A well-orchestrated VE activity applied at the right time can deliver up to 30% - 40% cost improvement. The cost reduction depends on the stage of product life-cycle and the spend category it is applied to. Although an initial reaction is that VE activity is more appropriate for engineered products - most successful implementations involve various direct and indirect categories.

However, the commercial benefits realization won’t be immediate; it usually happens on an on-going basis and feeds into category management, sourcing and SRM activities.

Organizational benefits

Beyond the cost optimization benefit, VE can stimulate improved internal stakeholder engagement and supplier relationships. Internally, due to the cross-functional nature of the activity, collaboration is enhanced between different business functions. From an external point of view, VE activity acts as a catalyst to shift the supplier relationships from a pure commercial or transactional level to a strategic collaborative level. Ultimately, the activity supports a healthier supply base since the VE focuses on mutual benefits rather than cutting down suppliers’ profit margins.

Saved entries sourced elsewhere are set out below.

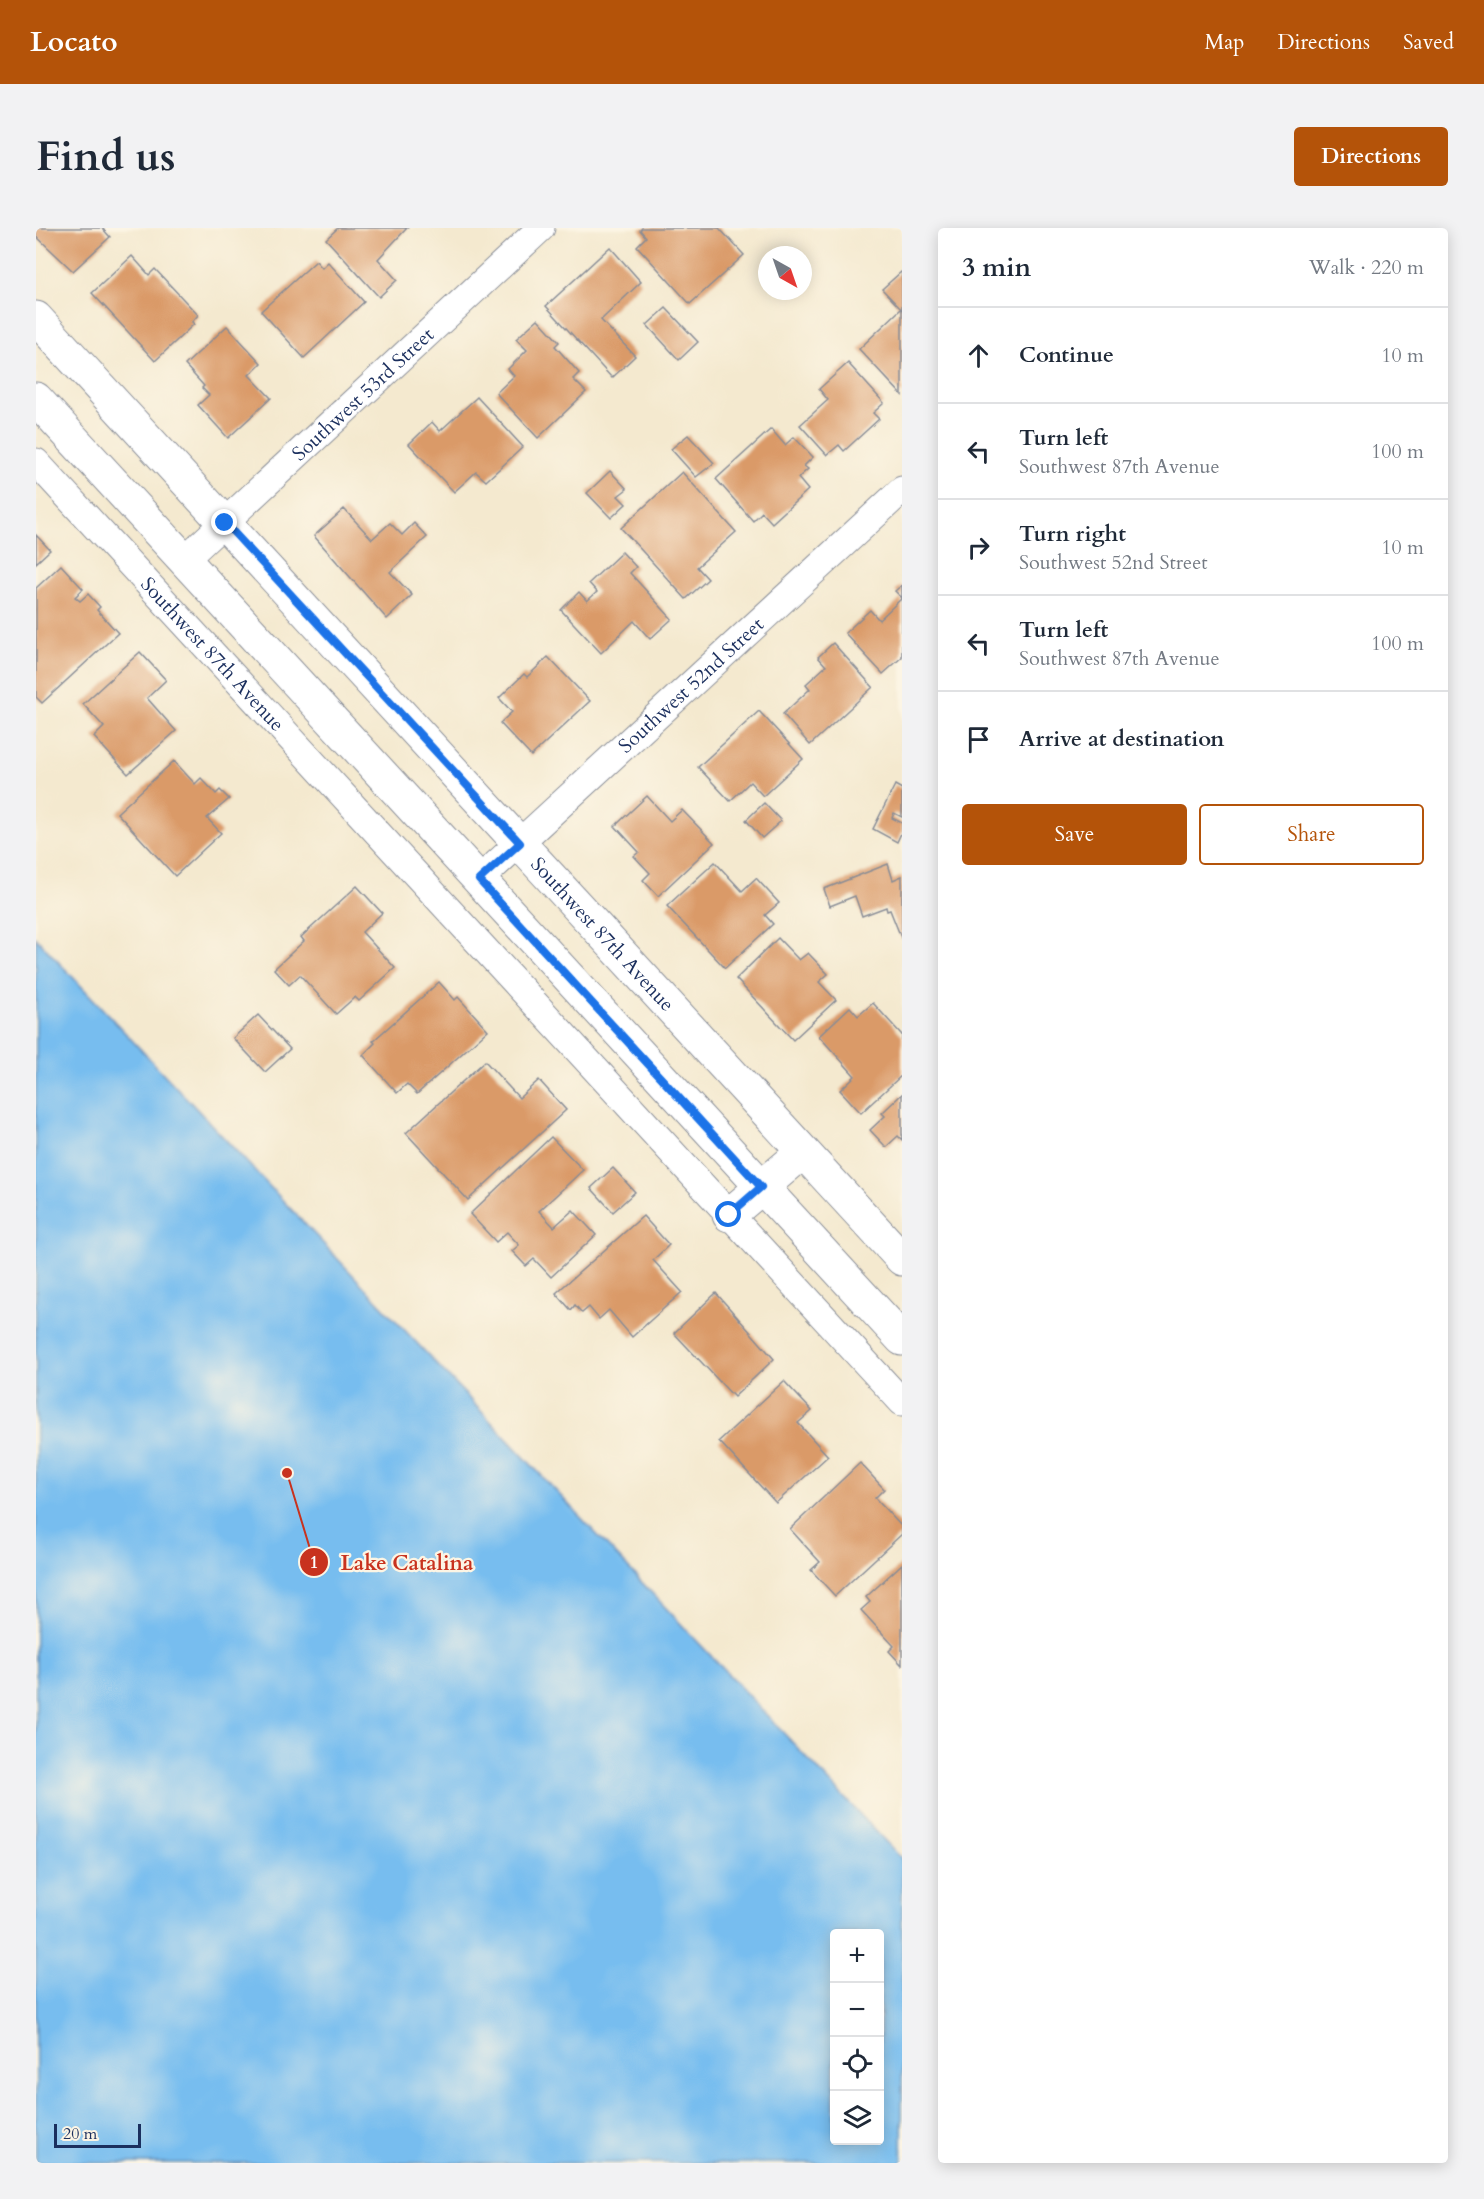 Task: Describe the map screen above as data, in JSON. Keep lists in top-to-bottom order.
{
  "streets": {
    "main road": ["Southwest 87th Avenue"],
    "street": ["Southwest 53rd Street", "Southwest 52nd Street"]
  },
  "crossings": [
    ["Southwest 53rd Street", "Southwest 87th Avenue"],
    ["Southwest 87th Avenue", "Southwest 52nd Street"]
  ],
  "places": ["Lake Catalina"],
  "scale_bar": "20 m",
  "north": "bottom right",
  "page": {
    "header": "Locato",
    "nav": ["Map", "Directions", "Saved"],
    "buttons": [
      "Directions",
      ["Save", "Share"]
    ],
    "title": "Find us",
    "heading": ["3 min", "Walk · 220 m"],
    "list": [
      ["Continue", "10 m"],
      ["Turn left", "Southwest 87th Avenue", "100 m"],
      ["Turn right", "Southwest 52nd Street", "10 m"],
      ["Turn left", "Southwest 87th Avenue", "100 m"],
      "Arrive at destination"
    ],
    "map_buttons": ["+", "−"],
    "scale": "20 m"
  }
} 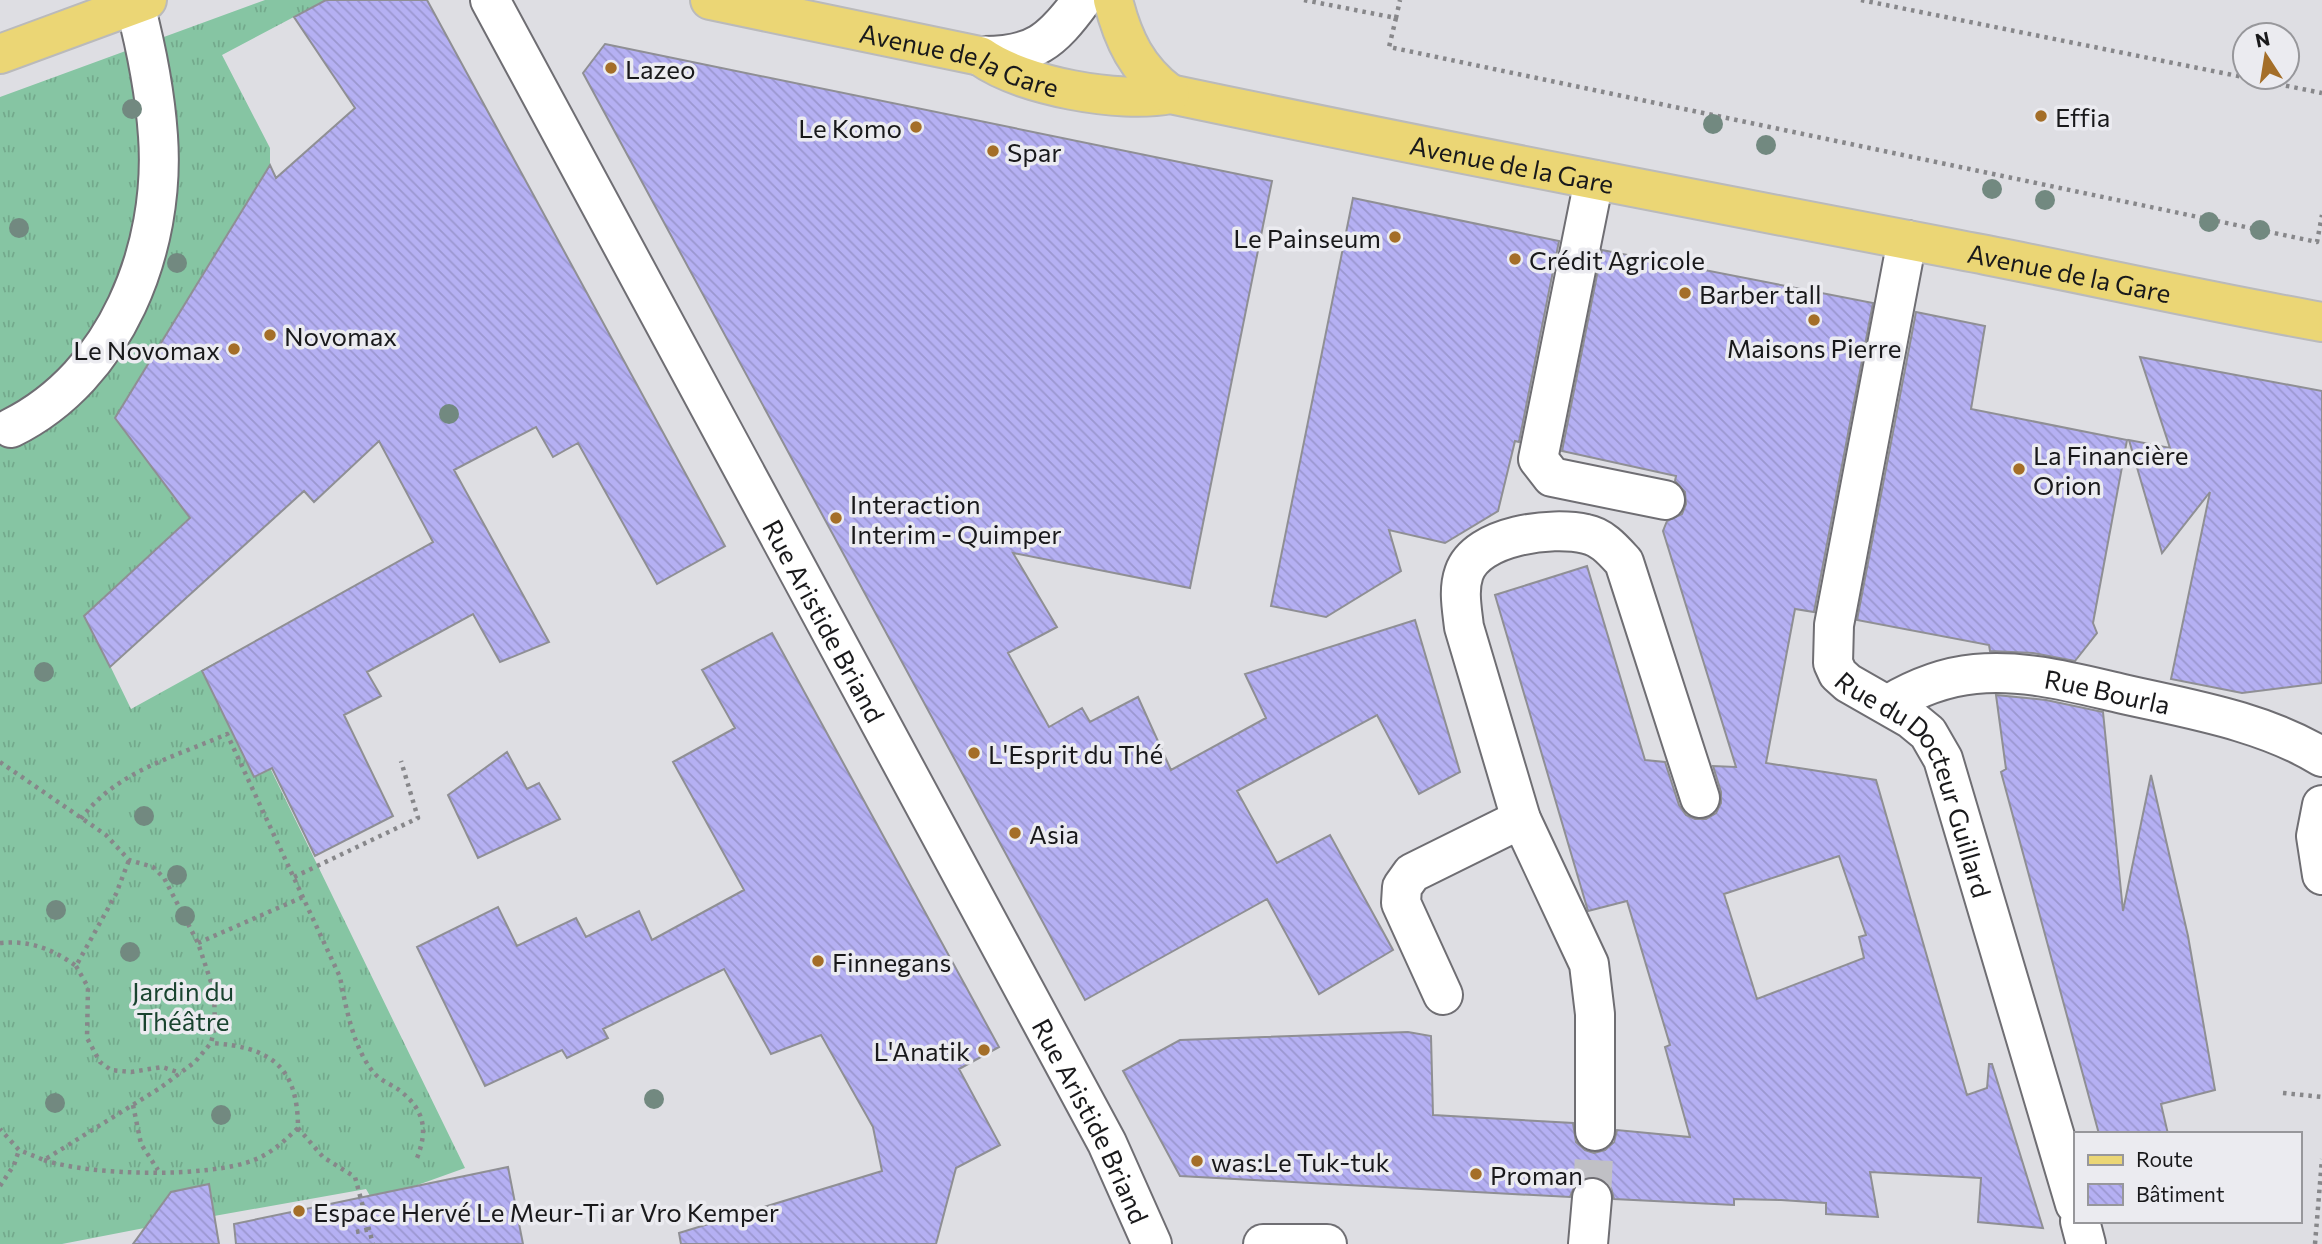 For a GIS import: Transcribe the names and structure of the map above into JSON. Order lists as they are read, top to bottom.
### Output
{
  "streets": {
    "main road": ["Avenue de la Gare"],
    "street": ["Rue Aristide Briand", "Rue Bourla", "Rue du Docteur Guillard"]
  },
  "crossings": [
    ["Avenue de la Gare", "Rue du Docteur Guillard"],
    ["Rue Bourla", "Rue du Docteur Guillard"]
  ],
  "parks": ["Jardin du Théâtre"],
  "places": [
    "Lazeo",
    "Effia",
    "Le Komo",
    "Spar",
    "Le Painseum",
    "Crédit Agricole",
    "Barber tall",
    "Maisons Pierre",
    "Novomax",
    "Le Novomax",
    "La Financière Orion",
    "Interaction Interim - Quimper",
    "L'Esprit du Thé",
    "Asia",
    "Finnegans",
    "L'Anatik",
    "was:Le Tuk-tuk",
    "Proman",
    "Espace Hervé Le Meur-Ti ar Vro Kemper"
  ],
  "legend": ["Route", "Bâtiment"],
  "north": "top"
}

Three essential success drivers

Through the wealth of experience we’ve gained over the last 20 years from global client projects, we’ve pinpointed three essential success drivers: 

  1. Scope and target setting: Successful VE activity needs to start with setting the right scope, where the impact can be high and more feasible. Based on the scope, leading practices can adopt an overall VE target to set for the involved stakeholders to generate benefits. 
  2. Shared commitment: In successful organizations, the procurement function often leads the VE activity. However, this is not adequate to achieve the results since activity requires cross-functional collaboration from R&D, Production Engineering, Quality and Manufacturing departments. Before the kick-off, a shared commitment should be reached between the heads of departments, which should then be cascaded down to their teams.
  3. Incentivization: Ideas are the inputs for any VE activity. The ideas could be generated internally by the cross-functional teams, as well as externally by the suppliers in scope. To maintain a robust idea inflow, establish an incentivization scheme. Gainsharing with the suppliers is the most common, by which the idea is generated by the supplier. For an internally sourced idea, companies could adopt a bonus scheme in addition to performance review objectives.

A recent Efficio case study

Efficio delivered a rapid Value Engineering program for a large global manufacturing company with sites spanning the US, Europe and China. Our teams, powered by Efficio SMEs, applied the advanced VE methodology on both direct and indirect categories in collaboration with the client’s cross-functional team. As a result, the client was able to generate an additional 20% - 25% savings scope over the addressed categories and seeded a collaborative way of working within the organization.